Stored data
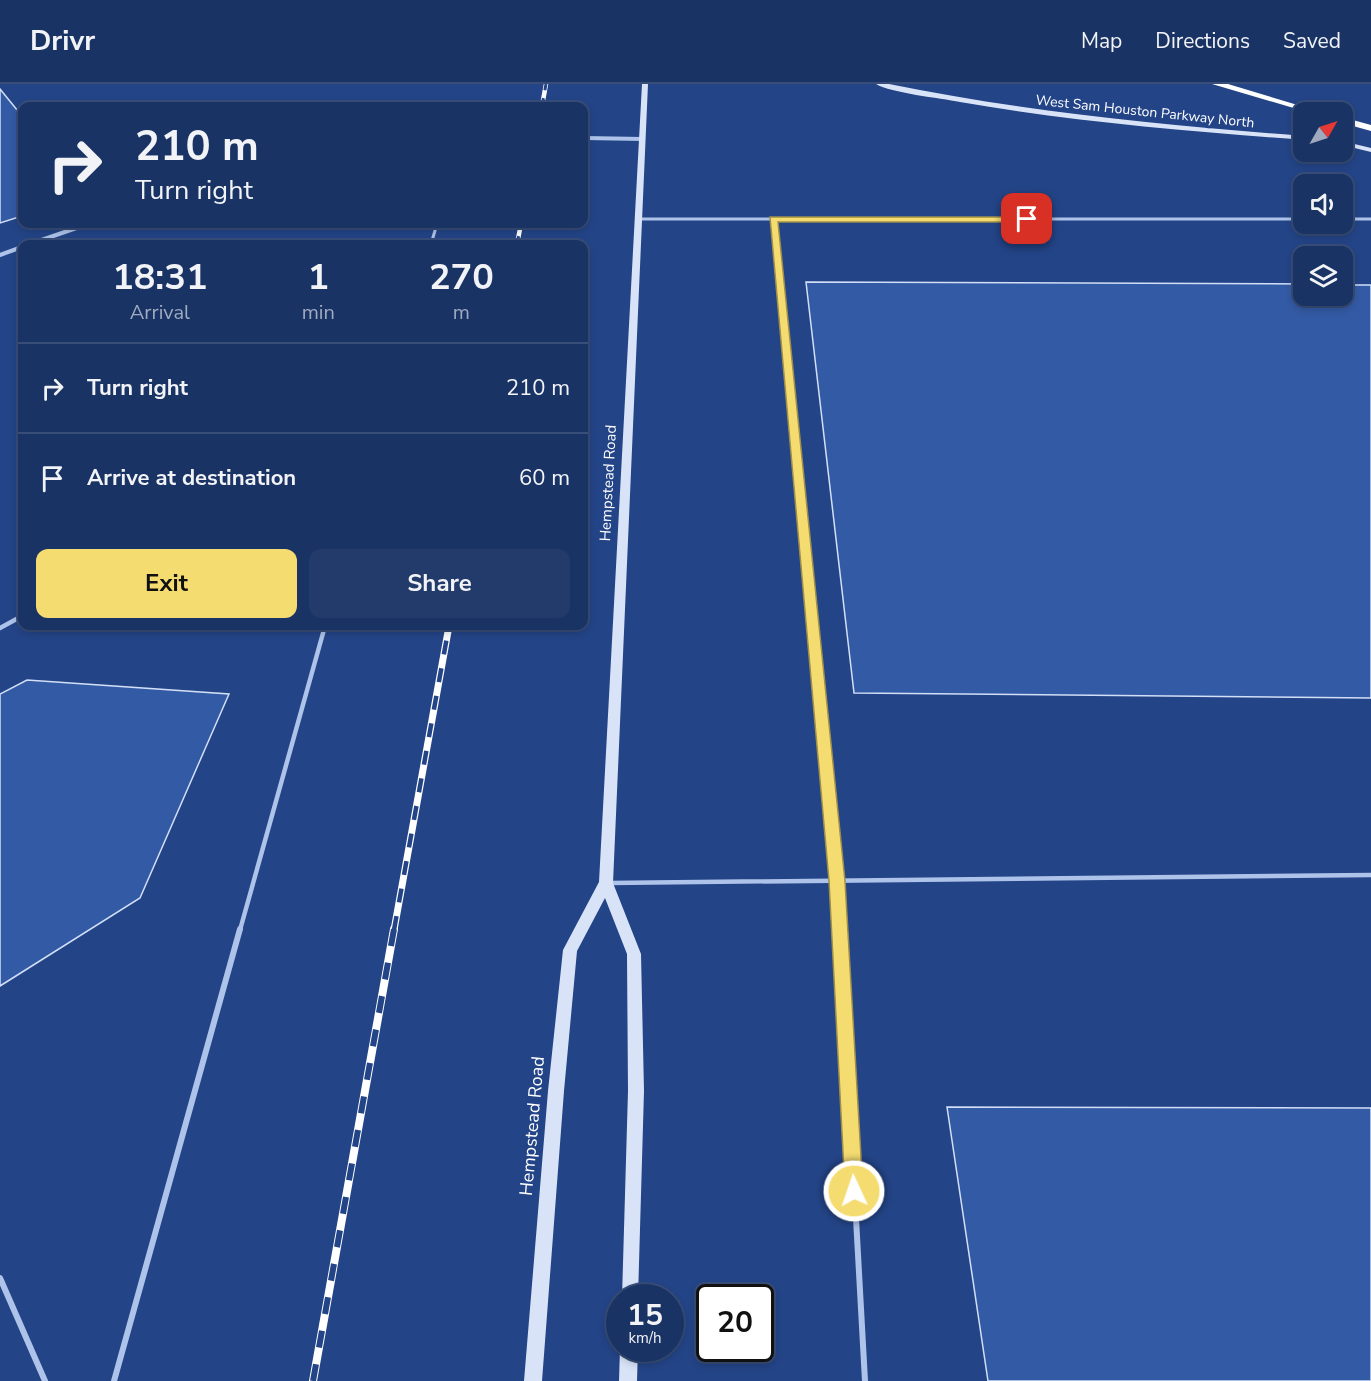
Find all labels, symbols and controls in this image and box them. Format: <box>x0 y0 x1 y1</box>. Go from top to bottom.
text: Drivr <box>30 22 95 60</box>
text: Map <box>1081 27 1122 55</box>
text: Directions <box>1155 27 1250 55</box>
text: Saved <box>1283 27 1341 55</box>
street label: West Sam Houston Parkway North <box>1035 91 1255 132</box>
north arrow <box>1293 102 1353 162</box>
map controls <box>1293 102 1353 306</box>
text: 210 m <box>135 118 259 175</box>
icon: right <box>36 126 114 204</box>
text: Turn right <box>135 172 253 209</box>
button: sound <box>1293 174 1353 234</box>
pin <box>1001 193 1052 244</box>
icon: arrive <box>1010 202 1043 235</box>
button: layers <box>1293 246 1353 306</box>
text: 18:31 <box>112 253 208 302</box>
text: 1 <box>307 253 329 302</box>
text: 270 <box>429 253 494 302</box>
text: Arrival <box>130 299 190 326</box>
text: min <box>302 299 335 326</box>
text: m <box>453 299 470 326</box>
icon: right <box>36 372 69 405</box>
text: Turn right <box>87 373 188 403</box>
text: 210 m <box>506 373 570 403</box>
street label: Hempstead Road <box>595 424 621 542</box>
icon: arrive <box>36 462 69 495</box>
text: Arrive at destination <box>87 463 296 493</box>
text: 60 m <box>519 463 570 493</box>
button: Exit <box>36 549 297 618</box>
button: Share <box>309 549 570 618</box>
street label: Hempstead Road <box>514 1055 550 1197</box>
position arrow <box>822 1159 886 1223</box>
speed limit sign: 20 <box>696 1284 774 1362</box>
text: 15 <box>627 1295 663 1336</box>
text: km/h <box>628 1328 662 1348</box>

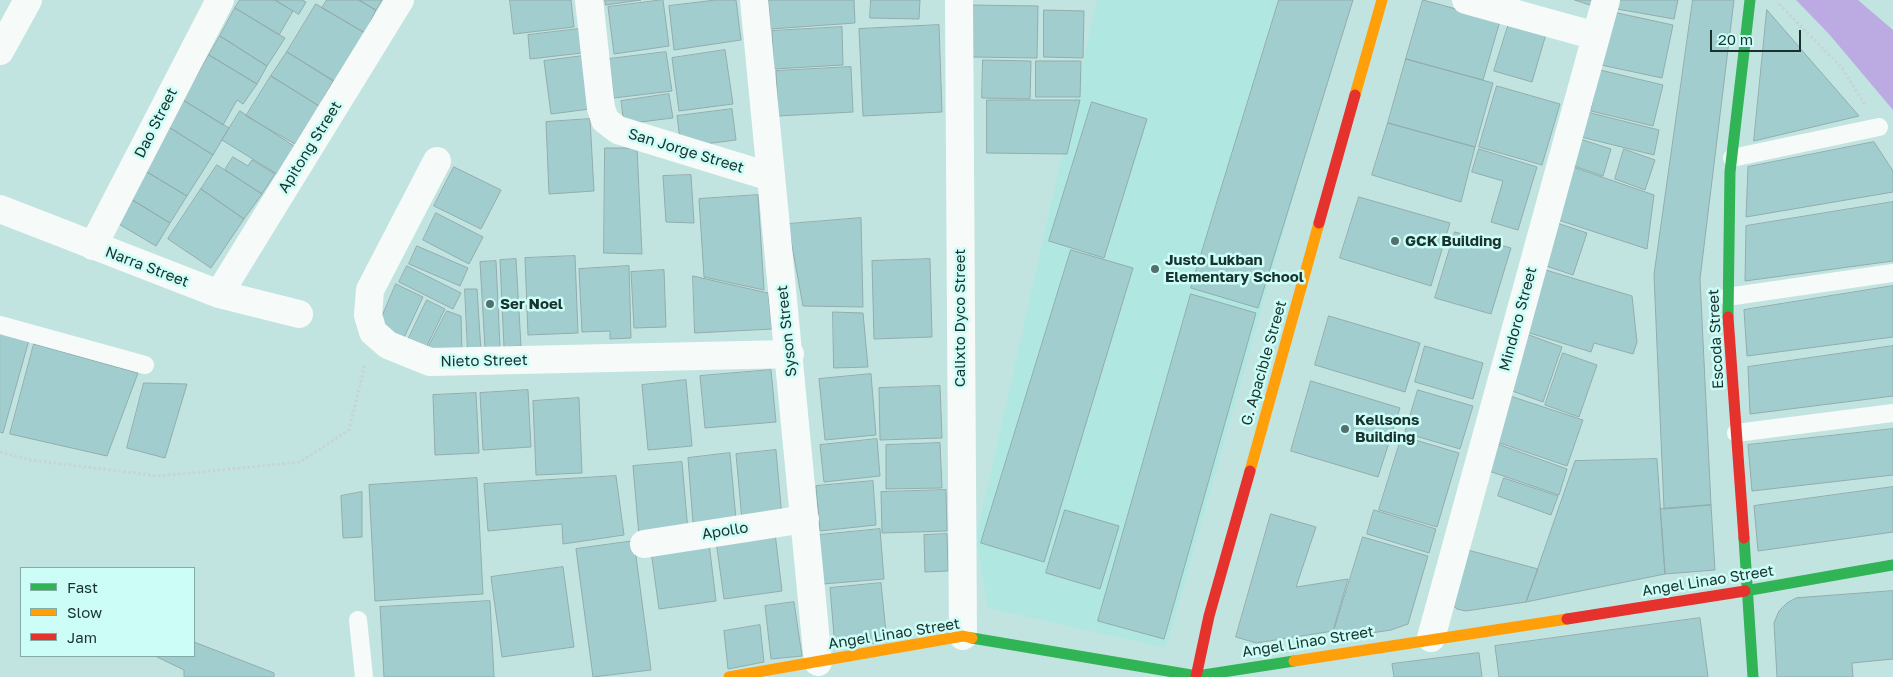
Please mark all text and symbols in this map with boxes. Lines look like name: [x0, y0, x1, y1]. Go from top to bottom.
scale bar: [1713, 20, 1804, 52]
text: 20 m: [1718, 30, 1753, 48]
street label: Dao Street: [131, 85, 181, 161]
street label: Apitong Street: [275, 98, 345, 196]
street label: San Jorge Street: [626, 125, 746, 177]
place label: GCK Building: [1405, 232, 1501, 250]
marker: GCK Building: [1389, 235, 1401, 247]
street label: Narra Street: [103, 243, 191, 291]
street label: Calixto Dyco Street: [951, 249, 969, 387]
place label: Justo Lukban Elementary School: [1165, 251, 1304, 286]
marker: Justo Lukban Elementary School: [1149, 263, 1161, 275]
street label: Mindoro Street: [1495, 265, 1541, 373]
street label: Syson Street: [773, 284, 801, 378]
street label: Escoda Street: [1704, 289, 1728, 389]
place label: Ser Noel: [500, 295, 563, 313]
marker: Ser Noel: [484, 298, 496, 310]
street label: G. Apacible Street: [1238, 298, 1290, 428]
street label: Nieto Street: [440, 351, 528, 371]
place label: Kellsons Building: [1355, 411, 1419, 446]
marker: Kellsons Building: [1339, 423, 1351, 435]
street label: Apollo: [701, 518, 749, 544]
street label: Angel Linao Street: [1641, 562, 1775, 600]
legend: [20, 567, 195, 657]
text: Fast: [67, 578, 98, 596]
text: Slow: [67, 603, 102, 621]
street label: Angel Linao Street: [827, 615, 961, 653]
street label: Angel Linao Street: [1241, 623, 1375, 661]
text: Jam: [67, 628, 97, 646]

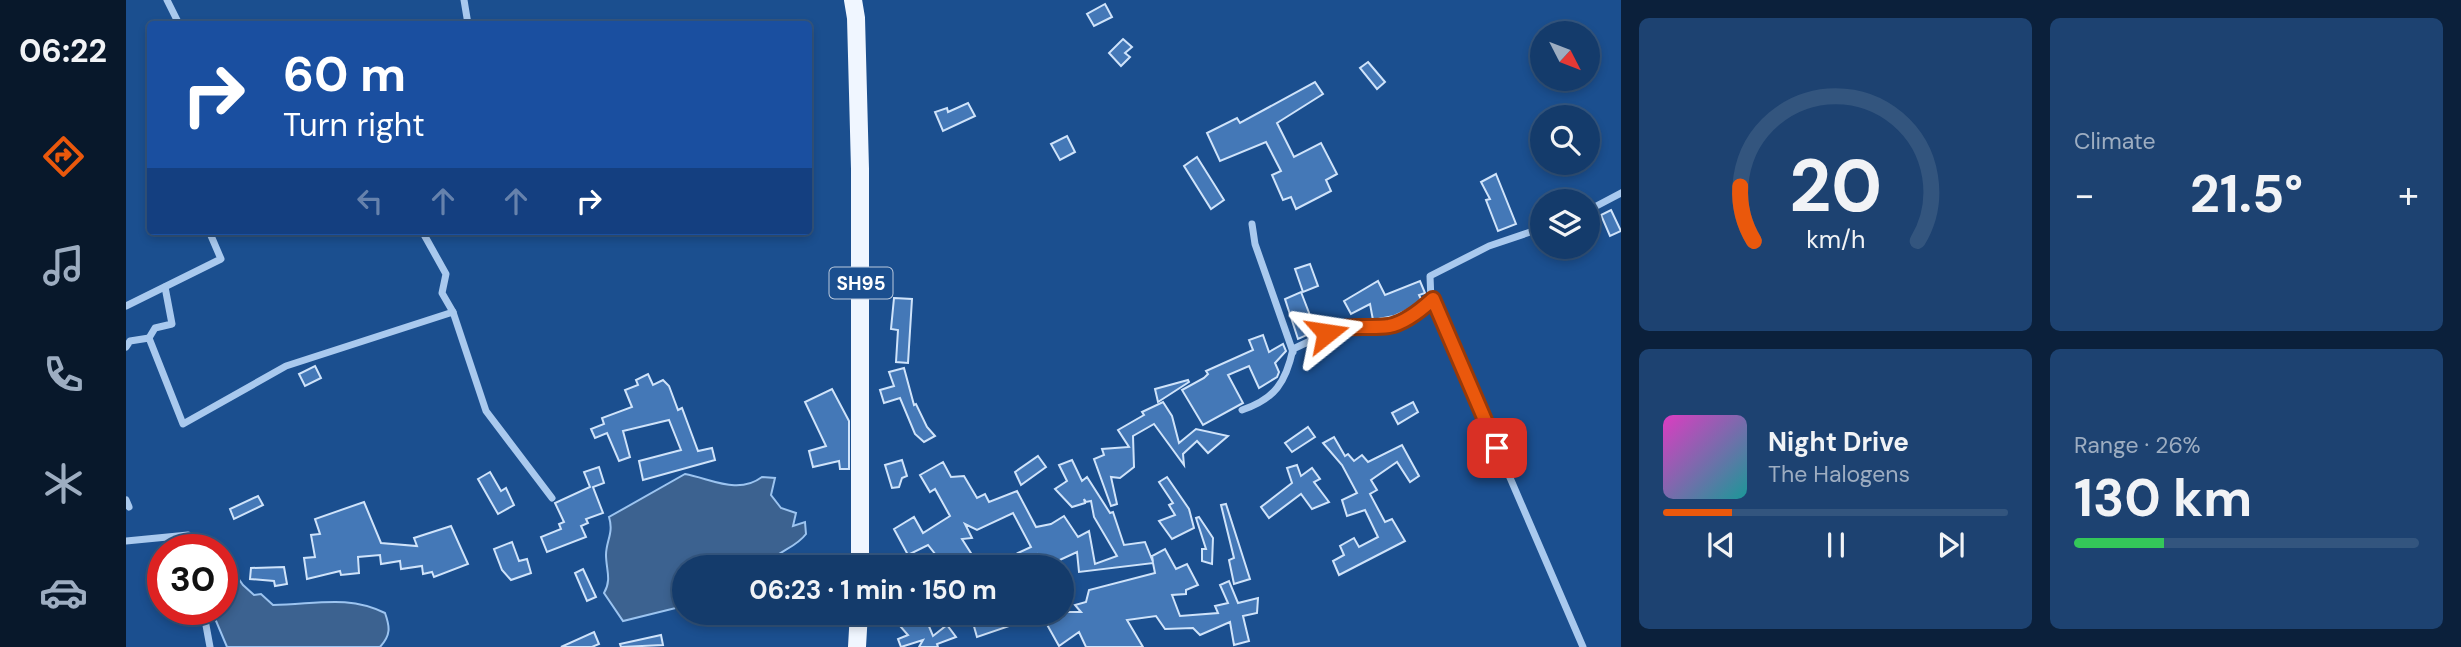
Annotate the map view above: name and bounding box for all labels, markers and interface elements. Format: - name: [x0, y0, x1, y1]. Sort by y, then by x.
- north arrow: [1530, 21, 1600, 91]
- map controls: [1530, 21, 1600, 259]
- text: 06:22: [19, 30, 107, 72]
- text: 60 m: [283, 42, 406, 106]
- icon: right: [168, 49, 259, 140]
- text: Turn right: [283, 104, 425, 146]
- button: search: [1530, 105, 1600, 175]
- text: Climate: [2074, 126, 2156, 156]
- icon: directions: [39, 132, 88, 181]
- text: 20: [1789, 139, 1882, 234]
- text: 21.5°: [2190, 160, 2303, 228]
- text: −: [2074, 170, 2095, 220]
- text: +: [2398, 170, 2419, 220]
- icon: left: [351, 182, 389, 220]
- icon: ahead: [424, 182, 462, 220]
- icon: ahead: [497, 182, 535, 220]
- icon: right: [570, 182, 608, 220]
- button: layers: [1530, 189, 1600, 259]
- text: km/h: [1806, 222, 1865, 255]
- icon: music: [39, 241, 88, 290]
- road number: SH95: [830, 268, 892, 298]
- position arrow: [1290, 296, 1364, 370]
- icon: phone: [39, 350, 88, 399]
- pin: [1467, 418, 1527, 478]
- text: Night Drive: [1768, 425, 1909, 459]
- icon: arrive: [1478, 429, 1516, 467]
- text: Range · 26%: [2074, 430, 2201, 460]
- icon: climate: [39, 459, 88, 508]
- text: The Halogens: [1768, 459, 1910, 489]
- text: 130 km: [2074, 464, 2252, 532]
- icon: previous: [1702, 526, 1740, 564]
- icon: pause: [1817, 526, 1855, 564]
- icon: next: [1932, 526, 1970, 564]
- speed limit sign: 30: [147, 534, 238, 625]
- icon: car: [39, 568, 88, 617]
- text: 06:23 · 1 min · 150 m: [749, 573, 997, 607]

**PROBLEM:**
Go through the entries and copy every line that has "ahead".

**EXERCISE ANSWER:**
- icon: ahead: [424, 182, 462, 220]
- icon: ahead: [497, 182, 535, 220]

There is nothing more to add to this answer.